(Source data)
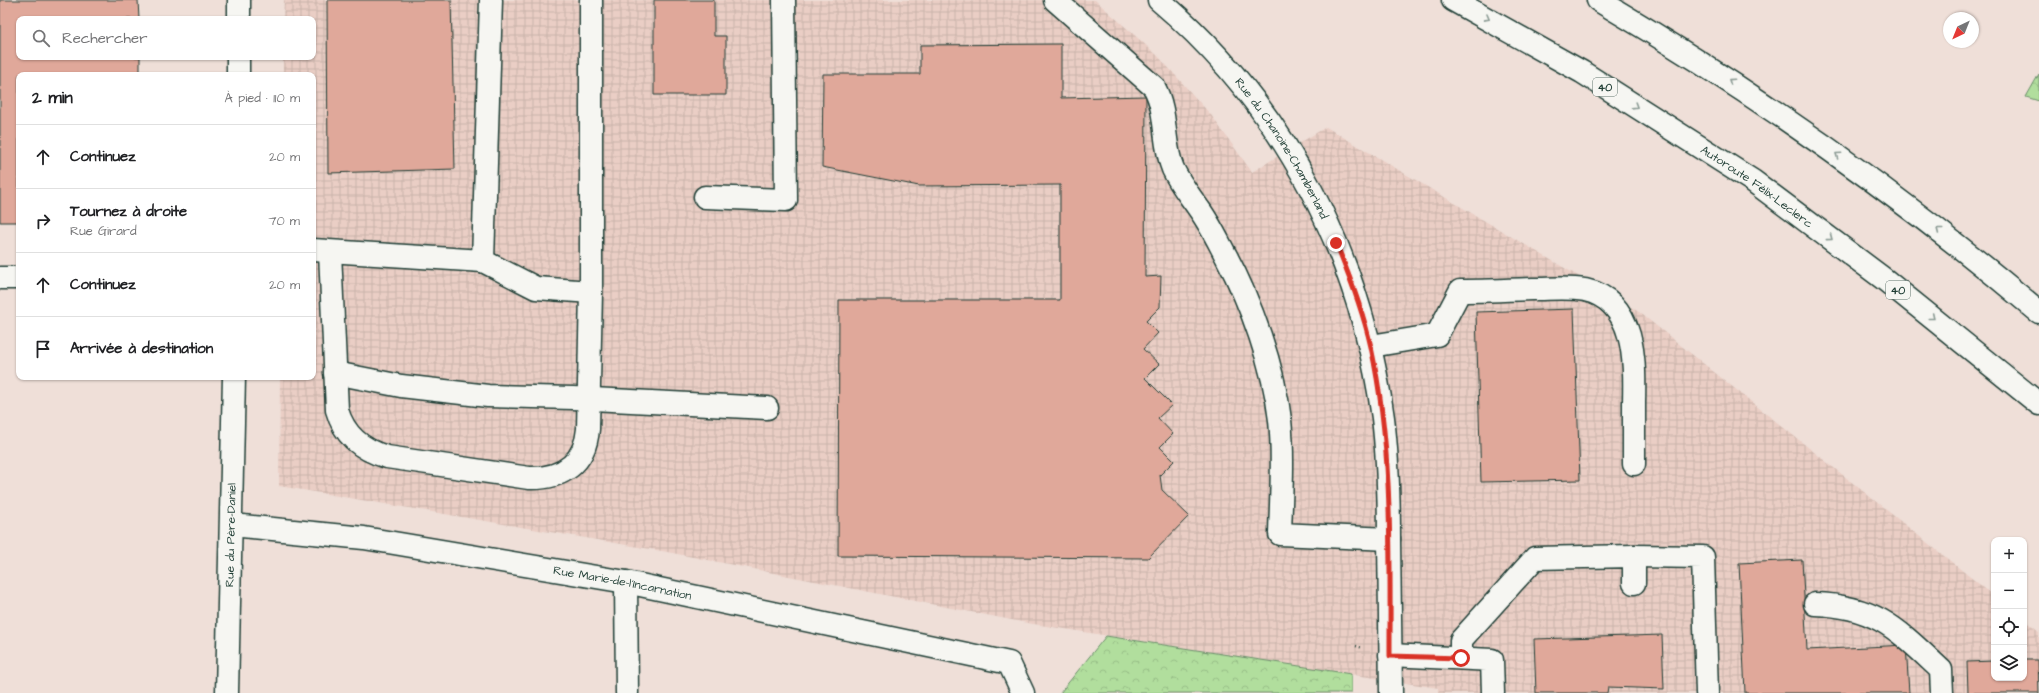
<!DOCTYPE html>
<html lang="fr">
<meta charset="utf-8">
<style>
:root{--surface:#fff;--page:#f6f6f6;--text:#202124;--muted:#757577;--line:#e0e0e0}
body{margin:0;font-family:"Architects Daughter",sans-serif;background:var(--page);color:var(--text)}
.controls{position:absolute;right:12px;bottom:12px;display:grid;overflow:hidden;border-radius:8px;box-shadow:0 1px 3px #0004}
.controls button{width:36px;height:36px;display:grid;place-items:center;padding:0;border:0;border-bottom:1px solid var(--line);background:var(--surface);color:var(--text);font:20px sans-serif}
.compass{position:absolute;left:1943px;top:12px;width:36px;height:36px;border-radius:50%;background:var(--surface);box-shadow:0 1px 3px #0004;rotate:223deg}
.stop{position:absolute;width:12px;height:12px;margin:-9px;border:3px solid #d93025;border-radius:50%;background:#fff}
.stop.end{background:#d93025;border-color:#fff;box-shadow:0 1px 4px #0008}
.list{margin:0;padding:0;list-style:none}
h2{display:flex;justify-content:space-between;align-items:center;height:52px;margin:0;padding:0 16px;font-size:17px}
h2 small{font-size:13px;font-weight:400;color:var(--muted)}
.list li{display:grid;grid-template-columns:26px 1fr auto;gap:12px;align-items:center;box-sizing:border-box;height:64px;padding:0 16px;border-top:1px solid var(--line)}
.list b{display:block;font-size:15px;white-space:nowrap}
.list p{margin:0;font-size:13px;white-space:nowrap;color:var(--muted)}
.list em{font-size:13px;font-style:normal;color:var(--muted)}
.icon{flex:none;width:22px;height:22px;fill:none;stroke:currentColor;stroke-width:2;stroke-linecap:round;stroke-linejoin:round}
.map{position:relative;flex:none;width:2039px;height:693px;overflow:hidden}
.search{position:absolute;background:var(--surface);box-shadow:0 1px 3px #0004;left:16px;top:16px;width:300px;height:44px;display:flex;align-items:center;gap:10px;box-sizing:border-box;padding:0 14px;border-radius:8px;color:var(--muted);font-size:15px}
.panel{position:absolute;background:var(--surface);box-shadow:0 1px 3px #0004;left:16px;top:72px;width:300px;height:308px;border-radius:8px}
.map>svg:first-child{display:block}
.industrial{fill:url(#industrial-grid)}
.forest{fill:url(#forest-crowns);stroke:#688e68}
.building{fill:#e0a89a;stroke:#1f3d34}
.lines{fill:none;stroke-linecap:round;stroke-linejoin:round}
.minor-casing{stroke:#1f3d34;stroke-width:25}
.highway-casing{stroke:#1f3d34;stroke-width:25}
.path{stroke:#1f3d34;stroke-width:2.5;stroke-dasharray:1 3;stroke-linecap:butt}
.minor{stroke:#f6f6f2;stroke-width:22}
.highway{stroke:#f6f6f2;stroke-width:22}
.oneway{stroke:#8a9a93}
.route{stroke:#d93025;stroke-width:5}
.labels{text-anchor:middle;stroke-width:3;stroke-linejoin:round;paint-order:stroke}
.shield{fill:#f6f6f2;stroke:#60746d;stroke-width:1}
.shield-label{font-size:11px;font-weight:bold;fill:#1f3d34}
.street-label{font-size:12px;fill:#1f3d34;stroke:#f6f6f2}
</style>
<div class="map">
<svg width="2039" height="693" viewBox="0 0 2039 693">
<defs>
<pattern id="industrial-grid" width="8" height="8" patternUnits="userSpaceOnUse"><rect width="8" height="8" fill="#eacec5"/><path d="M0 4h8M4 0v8" fill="none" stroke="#c8b2aa"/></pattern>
<pattern id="forest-crowns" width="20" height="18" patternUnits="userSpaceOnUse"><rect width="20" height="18" fill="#b1de9d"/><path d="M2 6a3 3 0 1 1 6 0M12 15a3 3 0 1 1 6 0" fill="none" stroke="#98bf88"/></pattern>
</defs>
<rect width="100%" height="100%" fill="#efdfd8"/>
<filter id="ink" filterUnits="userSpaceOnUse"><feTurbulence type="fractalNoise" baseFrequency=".025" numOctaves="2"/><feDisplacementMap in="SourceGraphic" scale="8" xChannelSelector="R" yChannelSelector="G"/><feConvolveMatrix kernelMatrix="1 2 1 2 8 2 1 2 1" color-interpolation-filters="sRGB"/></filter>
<g filter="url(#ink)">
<path class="industrial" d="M284 0H1095L1158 56 1211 115 1252 172 1326 127 1639 312 1994 596V678H2024V620L2039 632V693H1438V688L1027 623 662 551 279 486 280 377H313V75H283V57H313V19H283Z"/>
<g class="forest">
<path d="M2039 74V101L2026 97Z"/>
<path d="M1106 636 1351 674V693H1060Z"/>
</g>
<g class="building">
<path d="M0 0H138L139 19H19V57H140V75H19V222H0Z"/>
<path d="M327 0H451L455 169 328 173Z"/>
<path d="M654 0H714V36H726V95H654Z"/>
<path d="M1061 44V98L1146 96 1145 277 1161 276 1160 307 1146 321 1158 333 1143 349 1159 364 1145 378 1172 405 1158 418 1173 434 1160 447 1174 461 1160 475 1162 490 1189 516 1148 558 838 556 839 300H1060V185L919 186 822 167 823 74H920V45Z"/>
<path d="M1574 309 1580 480 1481 482 1476 312Z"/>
<path d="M1802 560 1807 650 1906 645 1909 693H1745L1739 563Z"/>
<path d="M1662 635 1664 689 1608 687 1607 693H1536L1534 639Z"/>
<path d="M2024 660H2038L2039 693H1968L1967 662 1994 661V678H2024Z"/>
</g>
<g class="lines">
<g class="minor-casing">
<g id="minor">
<path d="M1055 0 1154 87C1168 112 1162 143 1173 169 1180 184 1190 196 1199 209 1210 224 1218 241 1226 256 1251 303 1274 367 1280 420 1284 458 1281 496 1280 534L1389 539"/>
<path id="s1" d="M1159 0C1285 107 1361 255 1383 418 1388 459 1389 500 1389 540 1390 591 1390 642 1391 693"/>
<path d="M239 19V0"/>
<path d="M238 75V57"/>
<path d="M705 197 786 200 784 0"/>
<path d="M313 250 483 261 491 0"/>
<path d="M330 252 337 410C344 435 362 450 387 457L529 478C562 479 585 464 588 429L591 292V0"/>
<path d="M483 261 536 288 591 292"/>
<path d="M0 278H19"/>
<path d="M1371 346 1437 335 1460 291C1484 291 1509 290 1533 289 1550 289 1568 287 1585 290 1636 301 1635 362 1634 403 1634 423 1634 444 1634 464"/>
<path d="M335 373 401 386 488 396 573 398 767 408"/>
<path id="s2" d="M232 525 364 538 626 582 1009 663 1023 693"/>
<path d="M1634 556 1703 557 1707 693"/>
<path d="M626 582 627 693"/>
<path d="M1815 604C1877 606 1898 630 1941 670L1942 693"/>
<path d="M1390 655 1492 660 1493 693"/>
<path d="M1461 658V640L1535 558 1634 556V583"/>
<path id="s3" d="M227 693 234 377"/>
</g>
</g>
<g class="highway-casing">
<g id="highway">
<path id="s4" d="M1453 0 1582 72 1753 181 1884 279 2039 404"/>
<path d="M1598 0C1754 92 1901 195 2039 312"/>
</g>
</g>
<path class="path" d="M1356 646 1363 648"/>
<use href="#minor" class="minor"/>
<use href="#highway" class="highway"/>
</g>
<defs><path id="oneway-chevron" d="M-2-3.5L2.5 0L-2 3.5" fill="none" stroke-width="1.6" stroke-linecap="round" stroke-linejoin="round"/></defs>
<g class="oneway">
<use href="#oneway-chevron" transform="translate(1487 18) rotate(29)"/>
<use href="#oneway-chevron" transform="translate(1731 81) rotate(-146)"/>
<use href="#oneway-chevron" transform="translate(1635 106) rotate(32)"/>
<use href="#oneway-chevron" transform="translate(1838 155) rotate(-145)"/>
<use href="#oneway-chevron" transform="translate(1939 230) rotate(-142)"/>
<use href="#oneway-chevron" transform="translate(1830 238) rotate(37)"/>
<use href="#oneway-chevron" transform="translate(1932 317) rotate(39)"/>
</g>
</g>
<g class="lines" filter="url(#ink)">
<path class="route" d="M1336 243C1350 277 1363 311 1371 347 1393 448 1390 553 1390 656L1461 658"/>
</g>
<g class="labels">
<g class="shield">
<rect x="1593" y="78" width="24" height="18" rx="3"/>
<rect x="1886" y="281" width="24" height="18" rx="3"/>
</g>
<g class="shield-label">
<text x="1605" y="91">40</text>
<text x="1898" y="294">40</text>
</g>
<g class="street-label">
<text dy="4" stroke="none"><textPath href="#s1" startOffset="194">Rue du Chanoine-Chamberland</textPath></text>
<text dy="4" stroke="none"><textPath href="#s4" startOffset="357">Autoroute Félix-Leclerc</textPath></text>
<text dy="4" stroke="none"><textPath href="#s3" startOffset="158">Rue du Père-Daniel</textPath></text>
<text dy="4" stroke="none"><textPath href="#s2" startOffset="395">Rue Marie-de-l'Incarnation</textPath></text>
</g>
</g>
</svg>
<div class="controls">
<button>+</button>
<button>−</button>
<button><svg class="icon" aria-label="locate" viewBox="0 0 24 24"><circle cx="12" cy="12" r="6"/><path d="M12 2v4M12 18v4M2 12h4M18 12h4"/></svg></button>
<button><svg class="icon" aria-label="layers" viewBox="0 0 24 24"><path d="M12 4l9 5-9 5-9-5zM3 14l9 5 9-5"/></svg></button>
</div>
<svg class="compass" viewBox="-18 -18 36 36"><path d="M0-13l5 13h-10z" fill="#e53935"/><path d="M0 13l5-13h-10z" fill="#757577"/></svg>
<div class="stop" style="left:1461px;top:658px"></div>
<div class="stop end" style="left:1336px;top:243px"></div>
<div class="search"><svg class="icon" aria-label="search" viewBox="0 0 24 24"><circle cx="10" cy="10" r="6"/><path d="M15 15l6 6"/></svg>Rechercher</div>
<section class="panel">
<h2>2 min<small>À pied · 110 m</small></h2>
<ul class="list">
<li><svg class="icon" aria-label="ahead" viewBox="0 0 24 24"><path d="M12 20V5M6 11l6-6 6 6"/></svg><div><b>Continuez</b></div><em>20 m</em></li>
<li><svg class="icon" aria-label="right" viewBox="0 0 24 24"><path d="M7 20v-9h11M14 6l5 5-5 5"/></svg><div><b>Tournez à droite</b><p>Rue Girard</p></div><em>70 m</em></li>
<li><svg class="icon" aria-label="ahead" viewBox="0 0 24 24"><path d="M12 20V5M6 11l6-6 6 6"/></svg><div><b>Continuez</b></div><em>20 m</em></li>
<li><svg class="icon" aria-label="arrive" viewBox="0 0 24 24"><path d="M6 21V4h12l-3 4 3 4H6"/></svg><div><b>Arrivée à destination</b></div></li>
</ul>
</section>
</div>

### Try it:
Wherever the word "controls" appears in the data, return the whole line.

### Written reply:
.controls{position:absolute;right:12px;bottom:12px;display:grid;overflow:hidden;border-radius:8px;box-shadow:0 1px 3px #0004}
.controls button{width:36px;height:36px;display:grid;place-items:center;padding:0;border:0;border-bottom:1px solid var(--line);background:var(--surface);color:var(--text);font:20px sans-serif}
<div class="controls">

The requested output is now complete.